Task requirements: Each line from the one containing "9h4l5-4v14l-5-4H4zM17 9q2 3" through the end of the entries below should be transcribed exactly, and no other line.

Data to process:
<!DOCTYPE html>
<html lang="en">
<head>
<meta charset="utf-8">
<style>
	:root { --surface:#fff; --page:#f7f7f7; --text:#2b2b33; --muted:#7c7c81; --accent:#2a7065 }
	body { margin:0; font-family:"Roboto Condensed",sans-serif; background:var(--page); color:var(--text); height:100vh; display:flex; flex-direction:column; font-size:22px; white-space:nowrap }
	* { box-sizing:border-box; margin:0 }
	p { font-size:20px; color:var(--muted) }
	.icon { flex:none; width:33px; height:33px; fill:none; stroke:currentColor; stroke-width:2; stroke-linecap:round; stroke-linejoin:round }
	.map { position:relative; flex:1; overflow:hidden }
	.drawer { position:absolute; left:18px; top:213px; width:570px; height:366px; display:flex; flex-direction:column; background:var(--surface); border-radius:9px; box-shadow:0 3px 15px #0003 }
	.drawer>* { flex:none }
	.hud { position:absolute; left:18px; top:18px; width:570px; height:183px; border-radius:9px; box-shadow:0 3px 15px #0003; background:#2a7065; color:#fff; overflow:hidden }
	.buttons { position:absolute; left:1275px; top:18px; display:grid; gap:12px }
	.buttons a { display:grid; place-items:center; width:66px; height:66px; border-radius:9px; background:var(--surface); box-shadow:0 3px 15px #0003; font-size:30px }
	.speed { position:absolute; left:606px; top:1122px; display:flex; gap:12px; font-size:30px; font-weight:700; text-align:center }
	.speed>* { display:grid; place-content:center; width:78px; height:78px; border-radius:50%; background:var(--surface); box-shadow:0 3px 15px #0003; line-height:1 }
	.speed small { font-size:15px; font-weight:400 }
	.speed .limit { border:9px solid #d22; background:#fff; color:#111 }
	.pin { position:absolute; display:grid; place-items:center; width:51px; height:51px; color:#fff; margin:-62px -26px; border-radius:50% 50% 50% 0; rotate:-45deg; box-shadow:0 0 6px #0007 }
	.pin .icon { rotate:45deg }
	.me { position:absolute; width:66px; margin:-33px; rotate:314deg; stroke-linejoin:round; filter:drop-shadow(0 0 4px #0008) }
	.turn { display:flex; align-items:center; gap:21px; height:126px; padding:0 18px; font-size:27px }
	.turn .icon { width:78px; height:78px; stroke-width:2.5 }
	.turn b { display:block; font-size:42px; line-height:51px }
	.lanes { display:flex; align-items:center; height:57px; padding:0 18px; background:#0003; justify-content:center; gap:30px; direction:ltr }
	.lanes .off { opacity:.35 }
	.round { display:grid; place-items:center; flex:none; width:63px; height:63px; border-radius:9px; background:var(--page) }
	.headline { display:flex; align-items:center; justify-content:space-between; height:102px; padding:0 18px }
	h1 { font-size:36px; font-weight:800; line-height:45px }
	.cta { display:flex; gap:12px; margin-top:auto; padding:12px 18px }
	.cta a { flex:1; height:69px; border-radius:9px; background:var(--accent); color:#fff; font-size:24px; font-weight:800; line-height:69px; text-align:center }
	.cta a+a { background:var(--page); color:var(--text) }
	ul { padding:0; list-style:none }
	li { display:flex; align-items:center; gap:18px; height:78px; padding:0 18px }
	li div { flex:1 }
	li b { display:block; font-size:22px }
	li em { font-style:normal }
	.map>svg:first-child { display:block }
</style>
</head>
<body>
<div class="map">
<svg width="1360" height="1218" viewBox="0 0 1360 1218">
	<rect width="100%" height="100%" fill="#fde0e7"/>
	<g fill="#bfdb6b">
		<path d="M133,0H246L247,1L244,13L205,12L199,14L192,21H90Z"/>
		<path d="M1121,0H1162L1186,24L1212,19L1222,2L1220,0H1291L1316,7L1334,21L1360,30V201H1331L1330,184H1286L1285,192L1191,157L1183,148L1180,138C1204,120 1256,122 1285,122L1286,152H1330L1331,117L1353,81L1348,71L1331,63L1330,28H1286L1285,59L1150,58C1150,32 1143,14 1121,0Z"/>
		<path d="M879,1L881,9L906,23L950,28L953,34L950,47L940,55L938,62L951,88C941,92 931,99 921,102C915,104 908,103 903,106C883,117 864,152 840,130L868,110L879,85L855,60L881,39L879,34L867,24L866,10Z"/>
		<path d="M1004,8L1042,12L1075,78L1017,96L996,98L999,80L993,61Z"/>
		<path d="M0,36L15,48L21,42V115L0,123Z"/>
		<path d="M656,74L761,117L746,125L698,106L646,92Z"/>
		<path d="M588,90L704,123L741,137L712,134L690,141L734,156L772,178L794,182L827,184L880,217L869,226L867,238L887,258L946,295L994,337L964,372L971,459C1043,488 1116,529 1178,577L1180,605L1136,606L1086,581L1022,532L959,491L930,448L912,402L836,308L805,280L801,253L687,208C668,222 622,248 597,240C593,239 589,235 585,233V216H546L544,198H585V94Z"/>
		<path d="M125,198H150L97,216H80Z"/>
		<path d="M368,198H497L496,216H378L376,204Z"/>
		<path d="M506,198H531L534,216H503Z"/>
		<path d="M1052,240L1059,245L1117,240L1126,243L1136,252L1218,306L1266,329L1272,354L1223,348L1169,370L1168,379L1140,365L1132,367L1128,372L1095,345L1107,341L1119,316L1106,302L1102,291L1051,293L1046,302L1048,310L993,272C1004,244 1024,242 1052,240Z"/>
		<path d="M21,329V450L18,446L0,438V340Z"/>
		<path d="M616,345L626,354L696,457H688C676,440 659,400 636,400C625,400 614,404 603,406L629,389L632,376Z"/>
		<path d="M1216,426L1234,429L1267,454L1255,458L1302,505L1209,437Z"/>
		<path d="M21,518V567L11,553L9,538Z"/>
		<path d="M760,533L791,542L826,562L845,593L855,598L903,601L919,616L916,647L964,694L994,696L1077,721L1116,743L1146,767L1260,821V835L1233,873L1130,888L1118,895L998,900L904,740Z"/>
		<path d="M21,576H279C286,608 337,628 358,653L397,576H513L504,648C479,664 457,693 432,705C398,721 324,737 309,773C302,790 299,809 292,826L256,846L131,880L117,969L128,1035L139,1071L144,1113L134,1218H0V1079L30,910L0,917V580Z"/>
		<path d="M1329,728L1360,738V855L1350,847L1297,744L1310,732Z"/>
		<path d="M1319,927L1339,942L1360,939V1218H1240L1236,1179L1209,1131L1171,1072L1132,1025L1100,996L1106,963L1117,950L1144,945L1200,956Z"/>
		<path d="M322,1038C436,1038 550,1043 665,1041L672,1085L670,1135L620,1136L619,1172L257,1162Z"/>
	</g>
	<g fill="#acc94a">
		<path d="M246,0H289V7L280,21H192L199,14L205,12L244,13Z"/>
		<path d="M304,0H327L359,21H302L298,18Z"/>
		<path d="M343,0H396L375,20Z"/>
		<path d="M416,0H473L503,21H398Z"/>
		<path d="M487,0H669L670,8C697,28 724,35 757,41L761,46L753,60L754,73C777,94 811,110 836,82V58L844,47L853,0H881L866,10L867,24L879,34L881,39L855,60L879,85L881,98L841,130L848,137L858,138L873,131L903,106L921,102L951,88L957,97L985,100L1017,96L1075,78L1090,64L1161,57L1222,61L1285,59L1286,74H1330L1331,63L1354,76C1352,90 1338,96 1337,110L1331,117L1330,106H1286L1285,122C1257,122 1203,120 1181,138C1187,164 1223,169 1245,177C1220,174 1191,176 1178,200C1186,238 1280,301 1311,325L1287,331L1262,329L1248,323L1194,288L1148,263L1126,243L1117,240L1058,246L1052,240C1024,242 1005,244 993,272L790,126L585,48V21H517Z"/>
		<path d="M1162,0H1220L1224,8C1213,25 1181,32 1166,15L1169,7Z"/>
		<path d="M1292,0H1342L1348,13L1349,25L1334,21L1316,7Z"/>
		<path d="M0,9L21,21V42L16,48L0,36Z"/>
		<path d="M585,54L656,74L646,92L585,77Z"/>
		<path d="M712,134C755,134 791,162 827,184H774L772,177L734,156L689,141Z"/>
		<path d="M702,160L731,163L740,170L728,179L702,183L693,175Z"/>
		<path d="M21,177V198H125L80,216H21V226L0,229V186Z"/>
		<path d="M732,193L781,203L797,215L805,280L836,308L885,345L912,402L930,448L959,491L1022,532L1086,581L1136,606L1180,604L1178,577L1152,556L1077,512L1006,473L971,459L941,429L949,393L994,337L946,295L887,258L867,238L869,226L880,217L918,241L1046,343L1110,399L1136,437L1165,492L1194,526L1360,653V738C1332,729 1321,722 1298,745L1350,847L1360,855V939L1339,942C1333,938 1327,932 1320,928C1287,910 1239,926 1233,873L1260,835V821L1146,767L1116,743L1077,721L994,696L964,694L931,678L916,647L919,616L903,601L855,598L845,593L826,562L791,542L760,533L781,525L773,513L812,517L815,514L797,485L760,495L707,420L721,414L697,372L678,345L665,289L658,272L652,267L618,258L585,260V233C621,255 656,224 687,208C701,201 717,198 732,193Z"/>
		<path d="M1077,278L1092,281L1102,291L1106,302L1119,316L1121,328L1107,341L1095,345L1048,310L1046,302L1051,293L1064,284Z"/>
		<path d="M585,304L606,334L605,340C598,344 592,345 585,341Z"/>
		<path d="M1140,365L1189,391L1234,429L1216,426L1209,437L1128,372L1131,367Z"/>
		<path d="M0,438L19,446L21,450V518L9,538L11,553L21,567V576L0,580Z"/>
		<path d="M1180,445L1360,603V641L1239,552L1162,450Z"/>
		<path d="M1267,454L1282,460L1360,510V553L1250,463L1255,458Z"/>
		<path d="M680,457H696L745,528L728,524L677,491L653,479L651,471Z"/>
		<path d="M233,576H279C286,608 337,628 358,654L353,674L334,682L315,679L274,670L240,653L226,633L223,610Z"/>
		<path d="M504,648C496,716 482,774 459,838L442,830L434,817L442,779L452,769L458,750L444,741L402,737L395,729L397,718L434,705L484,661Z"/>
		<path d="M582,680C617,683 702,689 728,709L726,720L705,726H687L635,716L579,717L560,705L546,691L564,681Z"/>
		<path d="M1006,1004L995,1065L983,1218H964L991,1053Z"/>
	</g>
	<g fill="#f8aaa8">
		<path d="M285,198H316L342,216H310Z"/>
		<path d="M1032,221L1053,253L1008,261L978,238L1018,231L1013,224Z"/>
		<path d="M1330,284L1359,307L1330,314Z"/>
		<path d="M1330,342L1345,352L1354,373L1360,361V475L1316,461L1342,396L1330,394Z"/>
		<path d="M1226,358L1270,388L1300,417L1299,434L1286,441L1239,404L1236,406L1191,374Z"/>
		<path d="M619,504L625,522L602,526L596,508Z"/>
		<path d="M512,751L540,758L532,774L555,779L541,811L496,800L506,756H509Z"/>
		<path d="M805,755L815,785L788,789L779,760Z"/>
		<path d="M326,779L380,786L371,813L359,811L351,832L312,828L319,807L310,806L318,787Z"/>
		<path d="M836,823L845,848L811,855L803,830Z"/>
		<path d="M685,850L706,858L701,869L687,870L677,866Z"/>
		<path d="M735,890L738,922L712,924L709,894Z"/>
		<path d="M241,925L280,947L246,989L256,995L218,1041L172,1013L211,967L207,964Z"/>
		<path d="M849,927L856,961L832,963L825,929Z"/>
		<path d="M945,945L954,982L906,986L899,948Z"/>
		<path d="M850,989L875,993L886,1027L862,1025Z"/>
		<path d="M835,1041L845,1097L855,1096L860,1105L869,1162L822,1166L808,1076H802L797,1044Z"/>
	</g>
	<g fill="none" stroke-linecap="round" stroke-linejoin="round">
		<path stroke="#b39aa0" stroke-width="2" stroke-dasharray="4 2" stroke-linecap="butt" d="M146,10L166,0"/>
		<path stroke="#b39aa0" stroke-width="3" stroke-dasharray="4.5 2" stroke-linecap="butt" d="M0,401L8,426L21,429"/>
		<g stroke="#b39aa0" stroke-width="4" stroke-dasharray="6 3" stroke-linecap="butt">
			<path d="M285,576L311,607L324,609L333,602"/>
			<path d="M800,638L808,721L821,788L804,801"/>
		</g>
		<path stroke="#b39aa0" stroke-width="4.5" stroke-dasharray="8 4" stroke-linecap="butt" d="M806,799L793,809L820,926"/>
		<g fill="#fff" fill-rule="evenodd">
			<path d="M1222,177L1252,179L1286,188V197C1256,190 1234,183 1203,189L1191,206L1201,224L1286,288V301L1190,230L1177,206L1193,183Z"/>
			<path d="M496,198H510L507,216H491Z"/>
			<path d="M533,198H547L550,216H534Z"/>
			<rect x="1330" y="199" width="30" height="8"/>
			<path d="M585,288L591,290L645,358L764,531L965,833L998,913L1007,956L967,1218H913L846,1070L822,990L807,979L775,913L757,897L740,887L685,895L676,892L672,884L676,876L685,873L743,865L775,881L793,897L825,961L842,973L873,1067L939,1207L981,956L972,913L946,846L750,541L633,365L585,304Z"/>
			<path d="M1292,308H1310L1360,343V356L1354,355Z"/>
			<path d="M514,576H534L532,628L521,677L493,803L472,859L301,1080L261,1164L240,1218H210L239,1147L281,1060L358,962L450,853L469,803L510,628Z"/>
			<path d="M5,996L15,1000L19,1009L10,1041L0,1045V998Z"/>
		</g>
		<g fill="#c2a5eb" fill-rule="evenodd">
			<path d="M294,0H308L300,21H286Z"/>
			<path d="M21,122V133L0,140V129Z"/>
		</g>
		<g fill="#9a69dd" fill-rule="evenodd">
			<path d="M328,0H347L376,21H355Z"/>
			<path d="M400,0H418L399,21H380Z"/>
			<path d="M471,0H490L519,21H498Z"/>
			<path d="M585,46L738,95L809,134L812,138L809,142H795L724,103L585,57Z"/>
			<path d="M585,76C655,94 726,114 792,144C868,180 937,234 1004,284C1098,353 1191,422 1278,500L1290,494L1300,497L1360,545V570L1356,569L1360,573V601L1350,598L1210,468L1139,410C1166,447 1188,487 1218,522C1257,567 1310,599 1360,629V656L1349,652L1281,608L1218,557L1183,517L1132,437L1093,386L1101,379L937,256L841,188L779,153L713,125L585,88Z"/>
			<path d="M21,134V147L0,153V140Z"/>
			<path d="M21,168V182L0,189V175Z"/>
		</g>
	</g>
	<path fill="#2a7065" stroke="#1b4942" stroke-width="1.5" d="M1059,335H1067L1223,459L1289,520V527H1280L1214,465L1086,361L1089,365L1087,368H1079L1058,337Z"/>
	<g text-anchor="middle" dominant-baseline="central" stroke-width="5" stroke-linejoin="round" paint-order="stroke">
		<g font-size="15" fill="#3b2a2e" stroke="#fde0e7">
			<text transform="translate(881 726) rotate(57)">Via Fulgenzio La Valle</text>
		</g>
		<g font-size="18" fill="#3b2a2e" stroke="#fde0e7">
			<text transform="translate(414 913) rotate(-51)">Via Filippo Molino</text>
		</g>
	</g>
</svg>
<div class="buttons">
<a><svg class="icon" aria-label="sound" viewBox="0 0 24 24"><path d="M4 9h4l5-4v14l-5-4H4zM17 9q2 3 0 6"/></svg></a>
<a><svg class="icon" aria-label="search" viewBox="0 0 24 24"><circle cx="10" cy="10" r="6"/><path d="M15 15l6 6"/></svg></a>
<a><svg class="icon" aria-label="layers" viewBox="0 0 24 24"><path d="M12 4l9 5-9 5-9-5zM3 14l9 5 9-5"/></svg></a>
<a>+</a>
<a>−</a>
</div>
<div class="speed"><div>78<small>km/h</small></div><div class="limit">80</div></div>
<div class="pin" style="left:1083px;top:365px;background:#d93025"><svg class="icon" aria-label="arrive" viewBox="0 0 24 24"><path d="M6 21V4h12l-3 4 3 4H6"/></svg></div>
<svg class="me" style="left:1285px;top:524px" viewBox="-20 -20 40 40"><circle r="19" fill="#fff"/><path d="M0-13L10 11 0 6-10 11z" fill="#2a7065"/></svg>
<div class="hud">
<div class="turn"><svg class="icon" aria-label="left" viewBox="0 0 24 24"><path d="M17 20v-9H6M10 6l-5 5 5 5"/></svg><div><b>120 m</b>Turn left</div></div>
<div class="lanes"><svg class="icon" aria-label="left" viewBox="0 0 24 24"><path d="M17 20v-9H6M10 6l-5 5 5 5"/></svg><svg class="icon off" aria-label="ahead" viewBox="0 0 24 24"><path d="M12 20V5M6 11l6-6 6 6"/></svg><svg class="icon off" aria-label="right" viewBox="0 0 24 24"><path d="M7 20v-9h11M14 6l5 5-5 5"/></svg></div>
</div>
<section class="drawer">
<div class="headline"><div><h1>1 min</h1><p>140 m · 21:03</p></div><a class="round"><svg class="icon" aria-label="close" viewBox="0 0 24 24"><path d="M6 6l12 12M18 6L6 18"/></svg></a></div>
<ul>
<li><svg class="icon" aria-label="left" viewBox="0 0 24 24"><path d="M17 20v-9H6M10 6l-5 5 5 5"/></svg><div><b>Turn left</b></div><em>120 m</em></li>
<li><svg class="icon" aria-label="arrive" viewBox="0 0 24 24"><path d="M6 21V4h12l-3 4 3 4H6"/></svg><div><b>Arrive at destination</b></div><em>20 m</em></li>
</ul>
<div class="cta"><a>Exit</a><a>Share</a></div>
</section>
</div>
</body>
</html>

Expected answer:
<a><svg class="icon" aria-label="sound" viewBox="0 0 24 24"><path d="M4 9h4l5-4v14l-5-4H4zM17 9q2 3 0 6"/></svg></a>
<a><svg class="icon" aria-label="search" viewBox="0 0 24 24"><circle cx="10" cy="10" r="6"/><path d="M15 15l6 6"/></svg></a>
<a><svg class="icon" aria-label="layers" viewBox="0 0 24 24"><path d="M12 4l9 5-9 5-9-5zM3 14l9 5 9-5"/></svg></a>
<a>+</a>
<a>−</a>
</div>
<div class="speed"><div>78<small>km/h</small></div><div class="limit">80</div></div>
<div class="pin" style="left:1083px;top:365px;background:#d93025"><svg class="icon" aria-label="arrive" viewBox="0 0 24 24"><path d="M6 21V4h12l-3 4 3 4H6"/></svg></div>
<svg class="me" style="left:1285px;top:524px" viewBox="-20 -20 40 40"><circle r="19" fill="#fff"/><path d="M0-13L10 11 0 6-10 11z" fill="#2a7065"/></svg>
<div class="hud">
<div class="turn"><svg class="icon" aria-label="left" viewBox="0 0 24 24"><path d="M17 20v-9H6M10 6l-5 5 5 5"/></svg><div><b>120 m</b>Turn left</div></div>
<div class="lanes"><svg class="icon" aria-label="left" viewBox="0 0 24 24"><path d="M17 20v-9H6M10 6l-5 5 5 5"/></svg><svg class="icon off" aria-label="ahead" viewBox="0 0 24 24"><path d="M12 20V5M6 11l6-6 6 6"/></svg><svg class="icon off" aria-label="right" viewBox="0 0 24 24"><path d="M7 20v-9h11M14 6l5 5-5 5"/></svg></div>
</div>
<section class="drawer">
<div class="headline"><div><h1>1 min</h1><p>140 m · 21:03</p></div><a class="round"><svg class="icon" aria-label="close" viewBox="0 0 24 24"><path d="M6 6l12 12M18 6L6 18"/></svg></a></div>
<ul>
<li><svg class="icon" aria-label="left" viewBox="0 0 24 24"><path d="M17 20v-9H6M10 6l-5 5 5 5"/></svg><div><b>Turn left</b></div><em>120 m</em></li>
<li><svg class="icon" aria-label="arrive" viewBox="0 0 24 24"><path d="M6 21V4h12l-3 4 3 4H6"/></svg><div><b>Arrive at destination</b></div><em>20 m</em></li>
</ul>
<div class="cta"><a>Exit</a><a>Share</a></div>
</section>
</div>
</body>
</html>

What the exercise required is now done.